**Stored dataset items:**
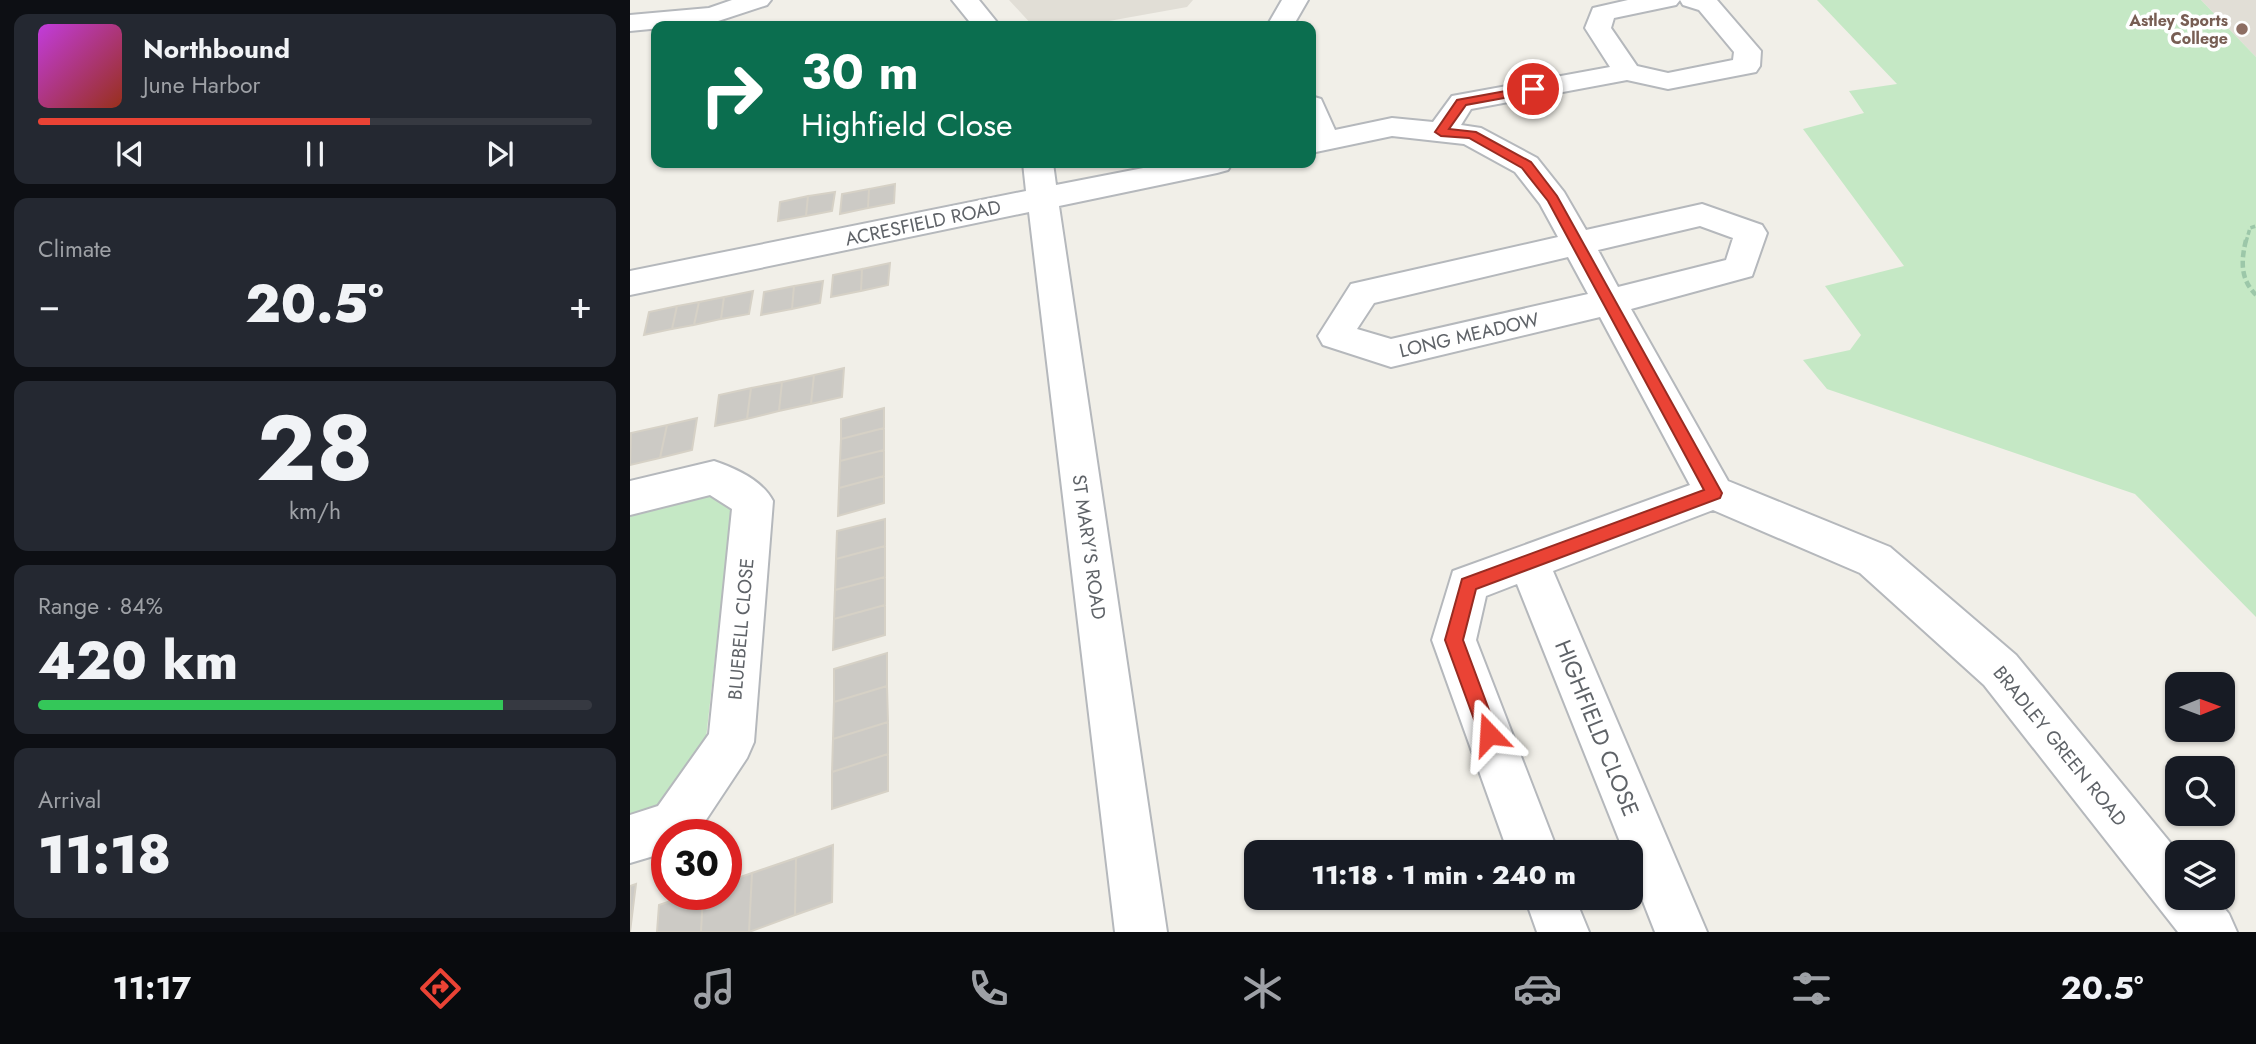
<!DOCTYPE html>
<meta charset="utf-8">
<style>
:root{--surface:#171b24;--page:#242831;--text:#f1f3f6;--muted:#9ea1a6;--line:#363941;--accent:#ea4335}
body{margin:0;font-family:Jost,sans-serif;background:var(--page);color:var(--text);height:100vh;display:flex;flex-direction:column;font-size:26px;white-space:nowrap}
*{box-sizing:border-box;margin:0}
p{font-size:23px;color:var(--muted)}
.icon{flex:none;width:38px;height:38px;fill:none;stroke:currentColor;stroke-width:2;stroke-linecap:round;stroke-linejoin:round}
.map{position:relative;flex:1;overflow:hidden}
.sheet{display:flex;flex-direction:column;gap:14px;padding:14px;background:#0d0f14;width:630px}
.sheet>*{flex:none}
.hud{position:absolute;left:21px;top:21px;width:665px;height:147px;border-radius:14px;box-shadow:0 2px 5px #0004;background:#0b6e4f;color:#fff;overflow:hidden}
.needle{width:46px;rotate:89deg}
.fabs{position:absolute;left:1535px;top:672px;display:grid;gap:14px}
.fabs a{display:grid;place-items:center;width:70px;height:70px;border-radius:14px;background:var(--surface);box-shadow:0 2px 5px #0004;font-size:35px}
.speed{position:absolute;left:21px;top:819px;display:flex;gap:14px;font-size:35px;font-weight:700;text-align:center}
.speed>*{display:grid;place-content:center;width:91px;height:91px;border-radius:50%;background:var(--surface);box-shadow:0 2px 5px #0004;line-height:1}
.speed .limit{border:10px solid #d22;background:#fff;color:#111}
.pin{position:absolute;display:grid;place-items:center;width:60px;height:60px;color:#fff;margin:-30px;border:4px solid #fff;border-radius:50%;box-shadow:0 2px 7px #0007}
.me{position:absolute;width:77px;margin:-38px;rotate:340deg;stroke-linejoin:round;filter:drop-shadow(0 0 5px #0008)}
.turn{display:flex;align-items:center;gap:24px;height:147px;padding:0 35px;font-size:32px}
.turn .icon{width:91px;height:91px;stroke-width:2.5}
.turn b{display:block;font-size:49px;line-height:60px}
.big{font-size:52px;font-weight:800;line-height:1.1}
.sheet .card{flex:1;display:flex;flex-direction:column;justify-content:center;gap:10px;min-width:0;padding:0 24px;border-radius:14px;background:var(--page)}
.sheet .dial{align-items:center;gap:0}
.dial b{font-size:91px;line-height:1}
.song{display:flex;align-items:center;gap:21px}
.cover{width:84px;height:84px;border-radius:10px;background:linear-gradient(135deg,hsl(290 70% 55%),hsl(10 70% 35%))}
.played{height:7px;border-radius:4px;background:linear-gradient(90deg,var(--accent) 60%,var(--line) 60%)}
.keys{display:flex;justify-content:space-around;direction:ltr}
.heat{display:flex;justify-content:space-between;align-items:center;font-size:38px;direction:ltr}
.charge{height:10px;border-radius:5px;background:linear-gradient(90deg,#34c759 84%,var(--line) 0)}
.trip{position:absolute;left:614px;top:840px;width:399px;height:70px;border-radius:14px;background:var(--surface);box-shadow:0 2px 5px #0004;font-weight:800;line-height:70px;text-align:center}
.tab-bar{display:flex;height:112px;justify-content:space-around;align-items:center;background:#090b0e;color:var(--muted)}
.tab-bar .icon{width:49px;height:49px}
.tab-bar .selected{color:var(--accent)}
.tab-bar b{font-size:32px;color:var(--text)}
main{display:flex;flex:1;min-height:0}
.map>svg:first-child{display:block}
.education{fill:#e1ded6}
.green{fill:#c5e8c5}
.building{fill:#cccac5;stroke:#d6d1c6;stroke-width:2}
.lines{fill:none;stroke-linecap:round;stroke-linejoin:round}
.minor-casing{stroke:#b5b8bc;stroke-width:4}
.path-far1{stroke:#9cc7a9;stroke-width:3.5;stroke-dasharray:5 2.5;stroke-linecap:butt}
.path{stroke:#9cc7a9;stroke-width:4.5;stroke-dasharray:7 3.5;stroke-linecap:butt}
.minor{fill:#fff;fill-rule:evenodd}
.route{fill:#ea4335;stroke:#982c22;stroke-width:2}
.education-dot{fill:#8d6e63;stroke:#fff;stroke-width:2.5}
.labels{text-anchor:middle;dominant-baseline:central;stroke-width:7;stroke-linejoin:round;paint-order:stroke}
.far-education-label{font-size:16px;font-weight:bold;fill:#785e54;stroke:#fff;text-anchor:end}
.street-label{font-size:19px;fill:#5f6368;stroke:#fff}
.near-street-label{font-size:23px;fill:#5f6368;stroke:#fff}
</style>
<main>
<section class="sheet">
<div class="card">
<div class="song"><i class="cover"></i><div><b>Northbound</b><p>June Harbor</p></div></div>
<div class="played"></div>
<div class="keys"><svg class="icon" aria-label="previous" viewBox="0 0 24 24"><path d="M18 5L8 12l10 7zM5 5v14"/></svg><svg class="icon" aria-label="pause" viewBox="0 0 24 24"><path d="M8 5v14M16 5v14"/></svg><svg class="icon" aria-label="next" viewBox="0 0 24 24"><path d="M6 5l10 7-10 7zM19 5v14"/></svg></div>
</div>
<div class="card"><p>Climate</p>
<div class="heat"><a>−</a><b class="big">20.5°</b><a>+</a></div>
</div>
<div class="card dial"><b>28</b><p>km/h</p></div>
<div class="card"><p>Range · 84%</p><b class="big">420 km</b><div class="charge"></div></div>
<div class="card"><p>Arrival</p><b class="big">11:18</b></div>
</section>
<div class="map">
<svg width="1626" height="932" viewBox="0 0 1626 932">
<rect width="100%" height="100%" fill="#f1efe8"/>
<!-- education -->
<path class="education" d="M379,0H563L557,7L451,26H403Z
M1571,0H1626V57Z"/>
<!-- green -->
<path class="green" d="M1187,0H1571L1626,57V617L1505,494L1197,389L1173,360L1220,350L1231,335L1195,286L1274,266L1173,129L1234,113L1219,91L1267,84Z
M77,492L102,509L76,738L24,809L0,816V511Z"/>
<!-- building -->
<path class="building" d="M265,184L264,203L238,208L239,189Z
M239,189L238,208L210,214L212,194Z
M205,192L202,211L176,216L178,196Z
M178,196L176,216L148,221L150,202Z
M260,263L258,285L231,291L232,269Z
M232,269L231,291L201,297L203,275Z
M193,281L190,303L162,309L164,286Z
M164,286L162,309L131,315L134,292Z
M123,291L119,314L91,319L94,297Z
M94,297L91,319L64,325L69,302Z
M69,302L64,325L42,329L47,306Z
M47,306L42,329L14,335L19,312Z
M214,368L212,397L181,404L184,375Z
M184,375L181,404L149,411L152,382Z
M152,382L149,411L117,419L121,388Z
M121,388L117,419L85,426L89,395Z
M254,408V428L211,439V419Z
M67,418L62,450L30,458L37,425Z
M37,425L30,458L0,465L1,433Z
M254,428V450L210,461L211,439Z
M254,450V476L209,488L210,461Z
M254,476V503L208,516L209,488Z
M255,519V546L206,559L207,531Z
M255,546V577L205,590L206,559Z
M255,577V605L204,619L205,590Z
M255,605V635L203,650L204,619Z
M257,653V686L204,702V669Z
M257,686L258,722L203,739L204,702Z
M258,722V754L202,772L203,739Z
M258,754V791L202,809V772Z
M203,845L202,902L165,915L166,858Z
M166,858L165,915L119,932L122,873Z
M122,873L119,932H71L73,894H96V882Z
M6,884L0,932V886Z
M61,894H73L71,932H27L29,905Z"/>
<g class="lines">
<defs>
<path id="minor" d="M102,0H141L137,5L82,23L0,31V15L79,8Z
M322,0H349L370,26H343Z
M652,0H678L663,26H637Z
M998,0H1087L1131,51L1130,66L1126,72L1038,89L997,80L841,109L831,125L851,128L907,158L934,192L956,230L1072,204L1132,225L1137,233L1122,276L1001,309L1098,481L1260,547L1386,655L1548,852L1547,898H1586L1599,914L1607,932H1548L1354,685L1230,573L1083,510L923,571L1077,932H1025L1001,871V852H994L887,584L856,596L846,640L928,852H878L802,640L823,571L1060,485L970,317L761,367L693,345L688,336L721,284L928,237L910,204L885,172L834,144L762,136L681,153V96L691,99L705,130L762,118L803,122L822,96L980,67L955,28L963,8ZM1050,0L1053,5L1069,10L1104,52L1103,60L1038,73L1007,66L981,28L984,18L1046,5ZM1070,226L1103,238L1096,260L988,287L968,250ZM938,257L958,294L761,339L727,329L744,303Z
M393,163H423L426,185L539,163H602L598,170L587,173L429,206L537,932H485L399,212L0,295V271L396,191Z
M84,461C105,468 133,481 143,501L124,742L117,758L66,835H37V852L0,863V815L28,806L79,734L102,509L80,495L0,515V481Z
M895,898H945L959,932H907Z"/>
</defs>
<!-- minor casing -->
<use href="#minor" class="minor-casing"/>
<!-- path-far1 -->
<path class="path-far1" d="M1616,242L1620,228L1626,226"/>
<!-- path -->
<path class="path" d="M1616,240C1611,261 1610,279 1626,295"/>
<!-- minor -->
<use href="#minor" class="minor"/>
</g>
<!-- route -->
<path class="route" d="M903,86L908,89L907,92L836,105L819,129L846,132L901,162L927,196L1092,493L1090,498L846,589L833,640L868,734L866,741L859,744L852,741L815,640L832,579L1074,490L918,201L892,168L839,138L811,136L805,132L827,100Z"/>
<!-- markers -->
<circle class="education-dot" cx="1612" cy="29" r="7"/>
<g class="labels">
<!-- far-education labels -->
<g class="far-education-label">
<text x="1598" y="20">Astley Sports<tspan x="1598" dy="18">College</tspan></text>
</g>
<!-- street labels -->
<g class="street-label">
<text transform="translate(293 223) rotate(-12)">ACRESFIELD ROAD</text>
<text transform="translate(839 335) rotate(-13)">LONG MEADOW</text>
<text transform="translate(459 547) rotate(82)">ST MARY'S ROAD</text>
<text transform="translate(111 629) rotate(-85)">BLUEBELL CLOSE</text>
<text transform="translate(1430 746) rotate(51)">BRADLEY GREEN ROAD</text>
</g>
<!-- near-street labels -->
<g class="near-street-label">
<text transform="translate(967 728) rotate(68)">HIGHFIELD CLOSE</text>
</g>
</g>
</svg>
<div class="fabs">
<a><svg class="needle" viewBox="-14 -14 28 28"><path d="M0-13l5 13h-10z" fill="#e53935"/><path d="M0 13l5-13h-10z" fill="#9ea1a6"/></svg></a>
<a><svg class="icon" aria-label="search" viewBox="0 0 24 24"><circle cx="10" cy="10" r="6"/><path d="M15 15l6 6"/></svg></a>
<a><svg class="icon" aria-label="layers" viewBox="0 0 24 24"><path d="M12 4l9 5-9 5-9-5zM3 14l9 5 9-5"/></svg></a>
</div>
<div class="speed"><div class="limit">30</div></div>
<div class="pin" style="left:903px;top:89px;background:#d93025"><svg class="icon" aria-label="arrive" viewBox="0 0 24 24"><path d="M6 21V4h12l-3 4 3 4H6"/></svg></div>
<svg class="me" style="left:859px;top:734px" viewBox="-20 -20 40 40"><path d="M0-17L14 15 0 8-14 15z" fill="#ea4335" stroke="#fff" stroke-width="4"/></svg>
<div class="trip">11:18 · 1 min · 240 m</div>
<div class="hud">
<div class="turn"><svg class="icon" aria-label="right" viewBox="0 0 24 24"><path d="M7 20v-9h11M14 6l5 5-5 5"/></svg><div><b>30 m</b>Highfield Close</div></div>
</div>
</div>
</main>
<nav class="tab-bar">
<b>11:17</b>
<svg class="icon selected" aria-label="directions" viewBox="0 0 24 24"><path d="M12 3l9 9-9 9-9-9zM9 14v-3h6M13 9l2 2-2 2"/></svg>
<svg class="icon" aria-label="music" viewBox="0 0 24 24"><path d="M9 18V5l10-2v13"/><circle cx="6" cy="18" r="3"/><circle cx="16" cy="16" r="3"/></svg>
<svg class="icon" aria-label="phone" viewBox="0 0 24 24"><path d="M5 4h4l2 5-3 2q2 4 5 5l2-3 5 2v4C11 20 4 13 5 4z"/></svg>
<svg class="icon" aria-label="climate" viewBox="0 0 24 24"><path d="M12 3v18M4 7l16 10M4 17L20 7"/></svg>
<svg class="icon" aria-label="car" viewBox="0 0 24 24"><path d="M5 17H2v-5l4-1 3-4h7l3 4 3 1v5h-3M9 17h6M6 11h13"/><circle cx="7" cy="17" r="2"/><circle cx="17" cy="17" r="2"/></svg>
<svg class="icon" aria-label="filters" viewBox="0 0 24 24"><path d="M4 7h16M4 17h16"/><circle cx="9" cy="7" r="2"/><circle cx="15" cy="17" r="2"/></svg>
<b>20.5°</b>
</nav>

**WHAT YOU NEED TO DO:** From the data above, output only the lines between the line containing "M184,375L181,404L149,411L152,382Z" and the line containing "M652,0H678L663,26H637Z", inclusive, exactly as written.

**RESPONSE BOX:**
M184,375L181,404L149,411L152,382Z
M152,382L149,411L117,419L121,388Z
M121,388L117,419L85,426L89,395Z
M254,408V428L211,439V419Z
M67,418L62,450L30,458L37,425Z
M37,425L30,458L0,465L1,433Z
M254,428V450L210,461L211,439Z
M254,450V476L209,488L210,461Z
M254,476V503L208,516L209,488Z
M255,519V546L206,559L207,531Z
M255,546V577L205,590L206,559Z
M255,577V605L204,619L205,590Z
M255,605V635L203,650L204,619Z
M257,653V686L204,702V669Z
M257,686L258,722L203,739L204,702Z
M258,722V754L202,772L203,739Z
M258,754V791L202,809V772Z
M203,845L202,902L165,915L166,858Z
M166,858L165,915L119,932L122,873Z
M122,873L119,932H71L73,894H96V882Z
M6,884L0,932V886Z
M61,894H73L71,932H27L29,905Z"/>
<g class="lines">
<defs>
<path id="minor" d="M102,0H141L137,5L82,23L0,31V15L79,8Z
M322,0H349L370,26H343Z
M652,0H678L663,26H637Z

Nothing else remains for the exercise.